I am looking at the proof of the logarithmic Sobolev inequality (theorem 8.14) in the book Analysis of Lieb--Loss:
Suppose that $f \in H^1(\mathbb{R}^n)$ and let $a>0$ be any number. Then
$$\dfrac{a^2}{\pi}\int_{\mathbb{R}^n}\lvert \nabla f(x) \rvert^2 \geq\int_{\mathbb{R}^n}\lvert f(x) \rvert^2 \ln \bigg(\dfrac{\lvert f(x) \rvert^2}{\lVert f \rVert_2^2} \bigg) dx + n(1+ \ln a)\lVert f \rVert_2^2.$$
I understand basically everything up to the approximation argument in the end.
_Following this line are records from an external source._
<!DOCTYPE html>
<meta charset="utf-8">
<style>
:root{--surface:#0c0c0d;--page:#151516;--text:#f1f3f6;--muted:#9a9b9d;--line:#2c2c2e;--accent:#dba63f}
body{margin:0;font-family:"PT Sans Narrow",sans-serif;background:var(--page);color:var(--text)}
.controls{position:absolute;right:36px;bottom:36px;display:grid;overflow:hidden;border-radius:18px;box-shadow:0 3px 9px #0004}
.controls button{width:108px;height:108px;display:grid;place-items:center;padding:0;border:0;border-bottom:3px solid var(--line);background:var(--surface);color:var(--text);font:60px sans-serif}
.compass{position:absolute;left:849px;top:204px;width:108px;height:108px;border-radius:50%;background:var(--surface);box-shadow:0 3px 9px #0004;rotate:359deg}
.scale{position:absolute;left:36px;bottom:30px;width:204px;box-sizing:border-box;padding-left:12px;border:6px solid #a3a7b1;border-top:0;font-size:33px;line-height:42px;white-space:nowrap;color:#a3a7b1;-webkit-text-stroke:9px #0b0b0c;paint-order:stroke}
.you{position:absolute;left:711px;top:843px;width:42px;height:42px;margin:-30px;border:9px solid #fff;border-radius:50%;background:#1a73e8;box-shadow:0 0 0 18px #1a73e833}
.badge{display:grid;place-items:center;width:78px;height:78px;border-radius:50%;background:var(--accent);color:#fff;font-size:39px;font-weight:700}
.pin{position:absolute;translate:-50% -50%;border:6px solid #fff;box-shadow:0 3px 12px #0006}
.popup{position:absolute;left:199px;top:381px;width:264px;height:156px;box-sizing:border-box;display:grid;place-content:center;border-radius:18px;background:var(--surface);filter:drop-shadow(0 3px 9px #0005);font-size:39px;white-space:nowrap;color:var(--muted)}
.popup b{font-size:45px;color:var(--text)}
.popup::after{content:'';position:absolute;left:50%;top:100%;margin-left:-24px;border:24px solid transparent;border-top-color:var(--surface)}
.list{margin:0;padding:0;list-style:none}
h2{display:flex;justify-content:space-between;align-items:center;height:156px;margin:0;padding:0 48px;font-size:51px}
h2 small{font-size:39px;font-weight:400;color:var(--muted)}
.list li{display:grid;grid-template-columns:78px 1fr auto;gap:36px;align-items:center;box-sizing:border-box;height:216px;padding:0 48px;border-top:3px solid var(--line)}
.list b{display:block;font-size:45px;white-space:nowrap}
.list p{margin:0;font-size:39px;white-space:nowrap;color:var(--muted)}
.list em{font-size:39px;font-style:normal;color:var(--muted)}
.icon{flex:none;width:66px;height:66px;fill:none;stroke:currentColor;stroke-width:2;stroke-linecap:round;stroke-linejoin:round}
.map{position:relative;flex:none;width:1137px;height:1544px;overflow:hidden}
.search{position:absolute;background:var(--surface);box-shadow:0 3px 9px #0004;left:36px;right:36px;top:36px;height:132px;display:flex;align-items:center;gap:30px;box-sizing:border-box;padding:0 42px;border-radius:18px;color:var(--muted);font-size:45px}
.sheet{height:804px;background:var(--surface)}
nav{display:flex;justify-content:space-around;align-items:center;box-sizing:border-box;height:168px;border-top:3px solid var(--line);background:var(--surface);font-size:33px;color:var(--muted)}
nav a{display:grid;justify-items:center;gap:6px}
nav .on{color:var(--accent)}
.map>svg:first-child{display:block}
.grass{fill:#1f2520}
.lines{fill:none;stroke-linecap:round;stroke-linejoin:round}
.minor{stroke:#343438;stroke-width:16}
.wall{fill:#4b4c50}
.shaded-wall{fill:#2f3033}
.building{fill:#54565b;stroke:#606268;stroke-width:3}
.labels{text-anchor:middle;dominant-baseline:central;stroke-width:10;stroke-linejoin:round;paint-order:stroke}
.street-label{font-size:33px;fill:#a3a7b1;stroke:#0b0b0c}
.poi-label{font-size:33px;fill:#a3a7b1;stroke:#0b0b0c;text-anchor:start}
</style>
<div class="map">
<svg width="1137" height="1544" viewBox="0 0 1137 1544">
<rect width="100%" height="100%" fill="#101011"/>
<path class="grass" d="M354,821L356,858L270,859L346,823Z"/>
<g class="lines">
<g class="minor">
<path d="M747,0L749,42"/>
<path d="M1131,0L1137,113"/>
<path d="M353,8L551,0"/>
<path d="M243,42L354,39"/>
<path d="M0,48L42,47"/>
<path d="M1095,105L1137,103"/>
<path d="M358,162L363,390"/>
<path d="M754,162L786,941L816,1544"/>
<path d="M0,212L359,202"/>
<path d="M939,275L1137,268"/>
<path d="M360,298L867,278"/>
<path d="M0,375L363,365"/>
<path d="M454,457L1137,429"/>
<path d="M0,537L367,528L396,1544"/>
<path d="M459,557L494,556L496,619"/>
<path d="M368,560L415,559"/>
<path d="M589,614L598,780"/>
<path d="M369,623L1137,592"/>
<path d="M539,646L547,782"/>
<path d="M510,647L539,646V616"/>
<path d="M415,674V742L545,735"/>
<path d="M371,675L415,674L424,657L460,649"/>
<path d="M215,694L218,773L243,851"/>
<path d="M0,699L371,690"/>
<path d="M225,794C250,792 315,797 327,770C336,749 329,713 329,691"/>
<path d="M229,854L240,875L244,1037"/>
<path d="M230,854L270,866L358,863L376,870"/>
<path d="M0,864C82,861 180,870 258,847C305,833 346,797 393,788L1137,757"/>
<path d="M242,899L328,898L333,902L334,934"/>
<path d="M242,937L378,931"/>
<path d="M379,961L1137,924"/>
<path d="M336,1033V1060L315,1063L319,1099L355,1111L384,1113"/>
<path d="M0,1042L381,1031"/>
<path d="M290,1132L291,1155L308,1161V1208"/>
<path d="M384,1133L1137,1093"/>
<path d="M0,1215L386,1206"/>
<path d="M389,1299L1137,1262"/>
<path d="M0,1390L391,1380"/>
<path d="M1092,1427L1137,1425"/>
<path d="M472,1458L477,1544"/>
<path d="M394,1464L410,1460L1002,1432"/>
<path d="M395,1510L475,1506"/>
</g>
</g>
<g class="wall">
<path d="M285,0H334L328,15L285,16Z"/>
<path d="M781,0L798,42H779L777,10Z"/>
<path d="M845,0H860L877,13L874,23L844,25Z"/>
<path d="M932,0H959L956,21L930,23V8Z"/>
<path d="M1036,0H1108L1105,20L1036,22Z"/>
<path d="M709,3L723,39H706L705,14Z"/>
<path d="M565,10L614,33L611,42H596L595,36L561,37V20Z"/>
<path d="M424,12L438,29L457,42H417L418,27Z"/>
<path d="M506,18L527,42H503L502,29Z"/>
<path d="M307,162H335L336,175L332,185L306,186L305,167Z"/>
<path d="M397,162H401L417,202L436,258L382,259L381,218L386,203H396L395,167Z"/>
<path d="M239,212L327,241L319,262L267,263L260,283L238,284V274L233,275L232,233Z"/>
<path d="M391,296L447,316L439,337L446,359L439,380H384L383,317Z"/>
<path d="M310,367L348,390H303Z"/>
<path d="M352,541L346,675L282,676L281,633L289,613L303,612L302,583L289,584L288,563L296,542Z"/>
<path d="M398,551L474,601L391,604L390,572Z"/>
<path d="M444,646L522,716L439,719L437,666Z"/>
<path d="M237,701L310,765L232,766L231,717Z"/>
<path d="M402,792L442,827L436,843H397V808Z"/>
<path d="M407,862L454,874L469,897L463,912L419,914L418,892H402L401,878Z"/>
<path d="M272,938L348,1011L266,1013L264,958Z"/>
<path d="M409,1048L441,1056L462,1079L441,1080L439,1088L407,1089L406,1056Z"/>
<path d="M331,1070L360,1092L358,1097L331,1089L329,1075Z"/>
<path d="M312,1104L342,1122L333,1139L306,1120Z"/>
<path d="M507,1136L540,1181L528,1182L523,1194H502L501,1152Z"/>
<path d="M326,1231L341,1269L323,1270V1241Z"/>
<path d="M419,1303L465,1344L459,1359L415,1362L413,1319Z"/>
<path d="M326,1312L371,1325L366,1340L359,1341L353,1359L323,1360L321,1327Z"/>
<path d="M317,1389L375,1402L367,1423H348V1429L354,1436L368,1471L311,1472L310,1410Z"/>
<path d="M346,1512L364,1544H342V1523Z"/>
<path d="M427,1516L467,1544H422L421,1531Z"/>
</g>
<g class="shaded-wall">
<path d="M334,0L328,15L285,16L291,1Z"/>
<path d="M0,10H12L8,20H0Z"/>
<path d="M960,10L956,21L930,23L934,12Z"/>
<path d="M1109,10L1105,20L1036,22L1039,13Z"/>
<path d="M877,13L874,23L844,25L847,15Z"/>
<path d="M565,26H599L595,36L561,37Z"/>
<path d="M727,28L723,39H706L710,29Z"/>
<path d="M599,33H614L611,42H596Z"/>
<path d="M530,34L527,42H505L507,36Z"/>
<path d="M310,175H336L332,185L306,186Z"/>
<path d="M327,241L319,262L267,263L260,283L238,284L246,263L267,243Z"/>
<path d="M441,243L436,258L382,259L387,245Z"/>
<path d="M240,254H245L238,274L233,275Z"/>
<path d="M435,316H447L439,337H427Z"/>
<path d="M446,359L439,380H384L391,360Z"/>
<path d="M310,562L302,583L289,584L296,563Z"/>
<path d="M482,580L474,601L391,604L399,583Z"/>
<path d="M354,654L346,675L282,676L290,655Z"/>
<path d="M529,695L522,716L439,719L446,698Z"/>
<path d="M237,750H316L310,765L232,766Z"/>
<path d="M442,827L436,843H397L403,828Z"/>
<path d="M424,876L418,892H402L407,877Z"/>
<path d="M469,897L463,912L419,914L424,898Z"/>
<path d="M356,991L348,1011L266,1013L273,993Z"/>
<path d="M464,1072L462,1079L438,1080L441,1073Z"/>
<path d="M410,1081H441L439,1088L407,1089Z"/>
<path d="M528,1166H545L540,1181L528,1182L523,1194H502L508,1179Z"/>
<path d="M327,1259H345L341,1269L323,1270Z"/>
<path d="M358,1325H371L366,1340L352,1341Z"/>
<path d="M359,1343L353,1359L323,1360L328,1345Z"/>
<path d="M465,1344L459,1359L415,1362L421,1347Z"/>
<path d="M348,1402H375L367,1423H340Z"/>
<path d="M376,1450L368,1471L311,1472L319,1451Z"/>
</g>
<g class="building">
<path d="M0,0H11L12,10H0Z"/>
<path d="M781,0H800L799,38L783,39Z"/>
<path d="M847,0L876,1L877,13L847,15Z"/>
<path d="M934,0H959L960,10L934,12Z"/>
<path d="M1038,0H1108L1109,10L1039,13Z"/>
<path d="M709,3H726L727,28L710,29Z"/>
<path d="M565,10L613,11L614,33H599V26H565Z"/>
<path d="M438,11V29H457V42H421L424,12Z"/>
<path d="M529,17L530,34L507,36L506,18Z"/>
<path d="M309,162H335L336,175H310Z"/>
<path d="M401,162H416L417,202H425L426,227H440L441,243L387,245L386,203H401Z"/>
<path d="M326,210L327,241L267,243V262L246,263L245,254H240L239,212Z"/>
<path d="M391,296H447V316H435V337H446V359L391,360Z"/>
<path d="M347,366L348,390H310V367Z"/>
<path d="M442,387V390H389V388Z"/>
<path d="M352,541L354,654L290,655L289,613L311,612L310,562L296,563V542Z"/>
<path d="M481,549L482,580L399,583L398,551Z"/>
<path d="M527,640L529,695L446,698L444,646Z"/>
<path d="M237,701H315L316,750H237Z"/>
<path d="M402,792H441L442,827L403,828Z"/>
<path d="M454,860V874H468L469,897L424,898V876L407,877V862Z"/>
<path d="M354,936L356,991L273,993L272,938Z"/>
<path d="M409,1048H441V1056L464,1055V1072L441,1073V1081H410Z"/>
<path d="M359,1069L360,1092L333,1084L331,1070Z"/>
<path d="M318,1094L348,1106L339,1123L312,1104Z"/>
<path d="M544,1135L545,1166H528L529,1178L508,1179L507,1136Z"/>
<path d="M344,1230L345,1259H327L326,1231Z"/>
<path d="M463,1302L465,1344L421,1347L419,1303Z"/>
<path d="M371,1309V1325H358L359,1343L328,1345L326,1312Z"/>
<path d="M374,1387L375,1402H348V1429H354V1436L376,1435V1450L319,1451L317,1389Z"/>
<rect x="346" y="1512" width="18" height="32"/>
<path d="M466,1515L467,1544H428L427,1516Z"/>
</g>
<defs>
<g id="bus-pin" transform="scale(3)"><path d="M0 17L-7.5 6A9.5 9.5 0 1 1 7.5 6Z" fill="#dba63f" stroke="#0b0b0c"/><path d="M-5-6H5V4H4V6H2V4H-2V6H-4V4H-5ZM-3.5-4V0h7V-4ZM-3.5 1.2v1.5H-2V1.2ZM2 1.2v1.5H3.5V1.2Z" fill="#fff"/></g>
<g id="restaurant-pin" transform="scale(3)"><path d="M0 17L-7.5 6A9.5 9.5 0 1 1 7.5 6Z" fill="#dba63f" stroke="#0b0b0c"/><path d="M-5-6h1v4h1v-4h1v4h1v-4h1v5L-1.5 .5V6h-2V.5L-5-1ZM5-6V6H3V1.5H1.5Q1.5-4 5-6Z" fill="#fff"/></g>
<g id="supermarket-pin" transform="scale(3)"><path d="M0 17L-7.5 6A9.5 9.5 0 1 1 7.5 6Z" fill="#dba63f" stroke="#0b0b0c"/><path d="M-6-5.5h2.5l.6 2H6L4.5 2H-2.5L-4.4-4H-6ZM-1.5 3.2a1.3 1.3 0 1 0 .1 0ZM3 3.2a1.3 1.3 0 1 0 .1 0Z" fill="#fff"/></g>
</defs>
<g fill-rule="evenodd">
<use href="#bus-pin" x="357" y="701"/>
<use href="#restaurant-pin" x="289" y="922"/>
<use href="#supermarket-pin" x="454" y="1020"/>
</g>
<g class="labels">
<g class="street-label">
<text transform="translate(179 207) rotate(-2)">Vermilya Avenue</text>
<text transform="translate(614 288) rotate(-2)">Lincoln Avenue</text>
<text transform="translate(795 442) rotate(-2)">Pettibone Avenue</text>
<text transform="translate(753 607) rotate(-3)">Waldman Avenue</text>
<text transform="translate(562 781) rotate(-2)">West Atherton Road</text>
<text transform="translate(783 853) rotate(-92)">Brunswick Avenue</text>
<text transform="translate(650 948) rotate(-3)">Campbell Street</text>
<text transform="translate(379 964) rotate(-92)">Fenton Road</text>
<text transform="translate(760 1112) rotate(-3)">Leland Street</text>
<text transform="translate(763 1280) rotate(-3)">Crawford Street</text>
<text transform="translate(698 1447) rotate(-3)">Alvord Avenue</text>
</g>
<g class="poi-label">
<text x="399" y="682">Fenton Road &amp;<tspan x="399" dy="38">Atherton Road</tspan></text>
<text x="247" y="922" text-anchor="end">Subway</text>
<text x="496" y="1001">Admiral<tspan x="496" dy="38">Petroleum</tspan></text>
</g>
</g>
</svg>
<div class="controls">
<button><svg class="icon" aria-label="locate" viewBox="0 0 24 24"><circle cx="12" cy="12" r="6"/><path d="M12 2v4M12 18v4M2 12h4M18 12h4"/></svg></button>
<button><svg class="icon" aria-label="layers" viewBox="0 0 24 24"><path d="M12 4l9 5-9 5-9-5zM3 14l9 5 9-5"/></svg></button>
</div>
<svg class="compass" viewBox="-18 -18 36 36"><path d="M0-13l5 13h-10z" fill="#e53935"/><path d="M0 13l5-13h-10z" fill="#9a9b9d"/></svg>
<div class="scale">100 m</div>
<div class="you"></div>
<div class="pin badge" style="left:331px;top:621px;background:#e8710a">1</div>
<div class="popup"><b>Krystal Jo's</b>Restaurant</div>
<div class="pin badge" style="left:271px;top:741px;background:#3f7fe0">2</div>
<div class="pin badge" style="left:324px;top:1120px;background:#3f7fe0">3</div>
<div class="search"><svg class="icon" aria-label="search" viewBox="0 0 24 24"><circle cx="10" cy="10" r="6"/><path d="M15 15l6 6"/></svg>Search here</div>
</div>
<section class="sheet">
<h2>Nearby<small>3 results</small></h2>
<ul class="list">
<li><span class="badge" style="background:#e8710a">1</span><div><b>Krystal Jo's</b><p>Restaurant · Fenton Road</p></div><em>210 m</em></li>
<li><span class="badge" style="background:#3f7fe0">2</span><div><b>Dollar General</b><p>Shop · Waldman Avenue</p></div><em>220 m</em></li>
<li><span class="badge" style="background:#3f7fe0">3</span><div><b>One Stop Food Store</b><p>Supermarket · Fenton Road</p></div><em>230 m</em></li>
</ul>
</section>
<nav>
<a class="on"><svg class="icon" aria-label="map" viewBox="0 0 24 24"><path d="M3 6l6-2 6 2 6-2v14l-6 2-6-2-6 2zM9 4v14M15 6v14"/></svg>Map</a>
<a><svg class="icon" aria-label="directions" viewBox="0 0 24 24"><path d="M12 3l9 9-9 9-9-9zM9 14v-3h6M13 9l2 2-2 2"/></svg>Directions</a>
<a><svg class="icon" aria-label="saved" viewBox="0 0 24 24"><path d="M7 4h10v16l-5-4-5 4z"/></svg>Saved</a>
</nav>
So we have proved this holds for $f \in H^1(\mathbb{R^n})\cap L^{2-\delta}(\mathbb{R}^n) \cap L^{2+\delta}(\mathbb{R}^n)$. Then they claim that the general inequality follows from a "standard approximation argument". Does this follow from the fact that
$$\overline{L^{2-\delta}(\mathbb{R}^n) \cap L^{2+\delta}(\mathbb{R}^n)} = L^2(\mathbb{R}^n)?$$
If it does, then I tried to use this explicitly and it doesn't really work out for me, but I can't see what I'm doing wrong. I also don't get the fact that for $\varepsilon > 0$, we get that $\ln \lvert f(x) \rvert^2 < \lvert f(x)\rvert^{\varepsilon}$ and that this, together with Sobolev's inequality gives us that $$\int_{\mathbb{R}^n}\lvert f(x)\rvert^2(\ln \lvert f \rvert^2)_+$$ is well defined and finite. This is all good of course, but how does this help us?
If you have any thoughts at all about this, I would be happy to hear them!